Loading, saving, query execution and assembling of visXcerpt documents can not be performed by the web browser. Those operations are handled by the visXcerpt server explained in the next section.

3.3.3 The visXcerpt Server

The visXcerpt server is implemented using the common gateway interface (aka. CGI). CGI is a communication standard between web servers and server applications. Based on a given query, the applications are intended to produce result documents returned by the web server. The CGI uses environment variables and standard input to inform the application about the request, the standard output of the application returns the result document (including parts of the HTTP header, like the content type). The CGI is implemented on almost all common web servers.
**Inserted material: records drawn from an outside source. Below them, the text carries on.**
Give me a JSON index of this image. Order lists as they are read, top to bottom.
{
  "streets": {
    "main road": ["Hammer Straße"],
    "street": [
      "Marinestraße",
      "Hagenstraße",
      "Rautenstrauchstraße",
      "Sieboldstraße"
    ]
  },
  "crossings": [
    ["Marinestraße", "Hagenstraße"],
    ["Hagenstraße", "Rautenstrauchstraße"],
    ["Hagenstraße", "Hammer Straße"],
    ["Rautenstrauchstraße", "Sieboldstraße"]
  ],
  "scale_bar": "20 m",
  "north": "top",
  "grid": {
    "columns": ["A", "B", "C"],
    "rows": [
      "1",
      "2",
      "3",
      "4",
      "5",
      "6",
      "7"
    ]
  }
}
Any Xcerpt program can be transformed to a visXcerpt program and vice versa without information loss. For this reason the shorter Xcerpt notation has been chosen for persistence. e.g. file storage. The first task of the visXcerpt server is to transform a request for an Xcerpt document into a visXcerpt document and to send it to a web client. Furthermore the server dispatches according to the users preferences the right visXcerpt transformation theme and the appropriate CSS document.
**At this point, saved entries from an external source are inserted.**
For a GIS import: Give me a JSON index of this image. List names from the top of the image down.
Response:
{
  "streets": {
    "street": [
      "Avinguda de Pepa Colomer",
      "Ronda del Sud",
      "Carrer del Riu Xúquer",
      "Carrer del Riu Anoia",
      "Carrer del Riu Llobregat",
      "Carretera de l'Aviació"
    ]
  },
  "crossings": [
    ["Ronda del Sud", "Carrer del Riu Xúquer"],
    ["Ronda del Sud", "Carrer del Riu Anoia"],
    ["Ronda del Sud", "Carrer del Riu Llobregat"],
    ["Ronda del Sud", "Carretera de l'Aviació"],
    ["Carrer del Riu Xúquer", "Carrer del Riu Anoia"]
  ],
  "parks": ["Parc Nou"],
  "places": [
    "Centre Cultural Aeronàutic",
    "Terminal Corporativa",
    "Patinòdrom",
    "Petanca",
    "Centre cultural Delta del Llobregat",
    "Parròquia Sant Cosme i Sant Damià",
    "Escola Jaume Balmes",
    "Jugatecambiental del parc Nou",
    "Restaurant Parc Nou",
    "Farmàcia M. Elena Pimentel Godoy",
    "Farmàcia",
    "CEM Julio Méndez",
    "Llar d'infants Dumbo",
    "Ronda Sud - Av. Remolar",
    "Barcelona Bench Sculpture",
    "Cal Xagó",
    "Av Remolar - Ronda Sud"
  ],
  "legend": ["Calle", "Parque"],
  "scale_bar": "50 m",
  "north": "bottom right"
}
Two special requests to the visXcerpt server are

  • saving documents : using a HTTP post request, the web browser sends the Xcerpt document and the intended filename to the server. The transformation from visXcerpt to Xcerpt is fulfilled by the web browser using the ECMA-script lXr library. The advantage of client side transformation is reduced data transfer -- Xcerpt documents are about 8 to 10 times smaller than visXcerpt documents. [FOOTNOTE] : It is useful to reduce the data the client has to send to the server. Actual network technologies indicate a drift towards asymmetric network bandwidth, where providers have large down streams to their customers, while customers have small up streams back to their provider. Reducing the data to transfer through the upstream is therefore important. The server stores the document and returns notification about the success of storing the document. The notification is displayed in a small window opened by the web client. For security reasons, the document loading and storing is restricted to a special folder on the servers file system.
  • evaluating a query on a program : using the HTTP post request, the web browser sends the Xcerpt program and an Xcerpt pattern used as query for the program. The visXcerpt server dispatches the program and the query to an integrated Xcerpt prototype. The result of the Xcerpt prototype is transformed using the user's preferred visXcerpt theme and is returned to the client. The client displays the result in a new window.
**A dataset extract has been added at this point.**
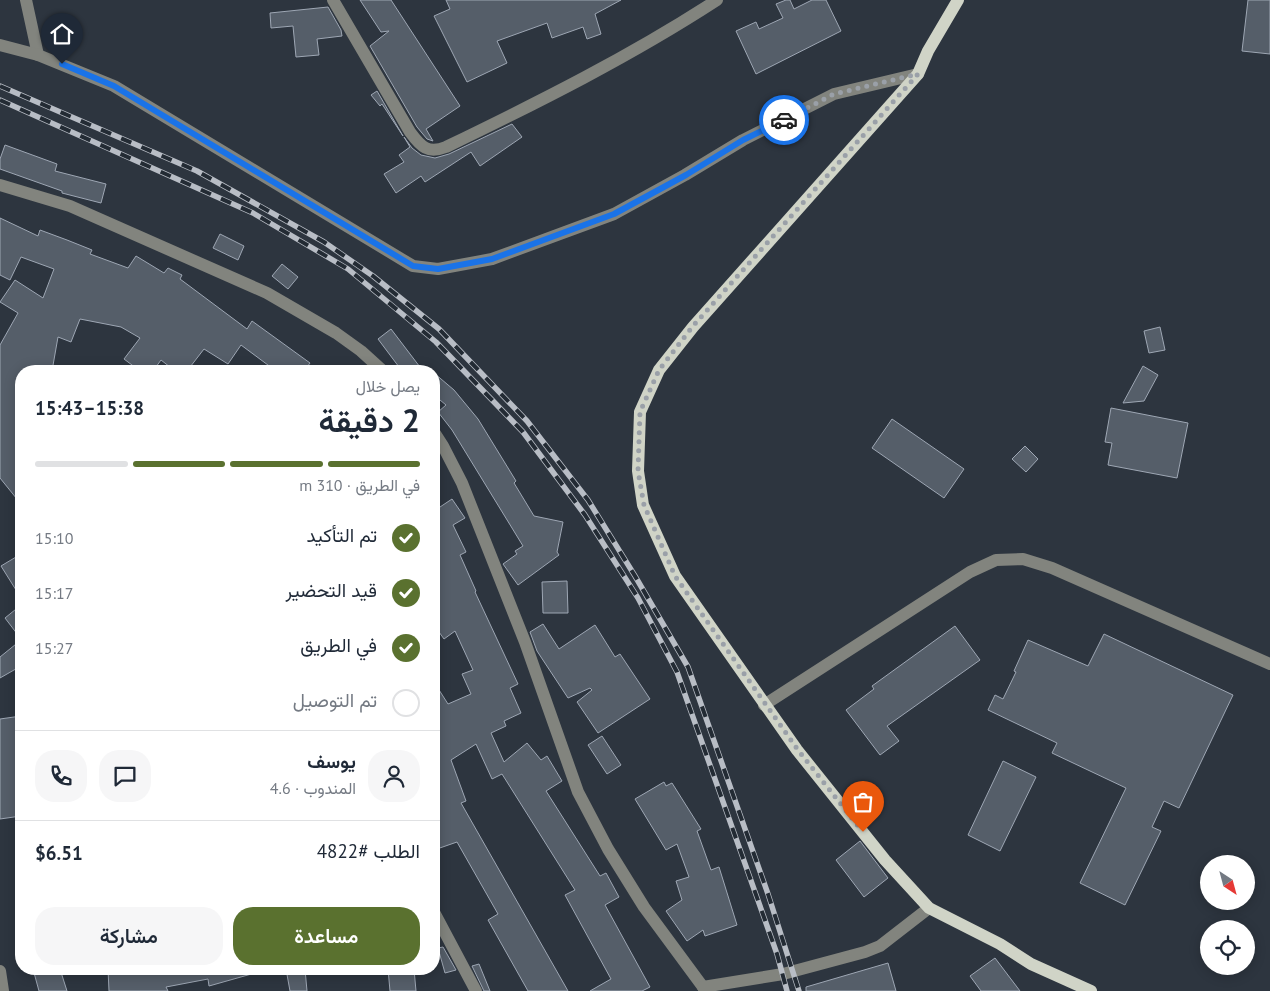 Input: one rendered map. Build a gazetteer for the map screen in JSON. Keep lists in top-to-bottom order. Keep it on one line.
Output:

For the server side XSLT transformations (used for lXr annotation of the themes and for theme application) xsltproc, a libXSLT based XSLT processor has been used. To glue all components (XSLT processor, Xcerpt prototype, user preferences handling and file storage) together, the scripting language Python has been used. Beside the author's personal preference for using python, the availability of a python library wrapping the Xcerpt prototype with a comfortable API was a reason for choosing python as implementation language. The visXcerpt server consists of less than 500 lines of python code in 13 modules.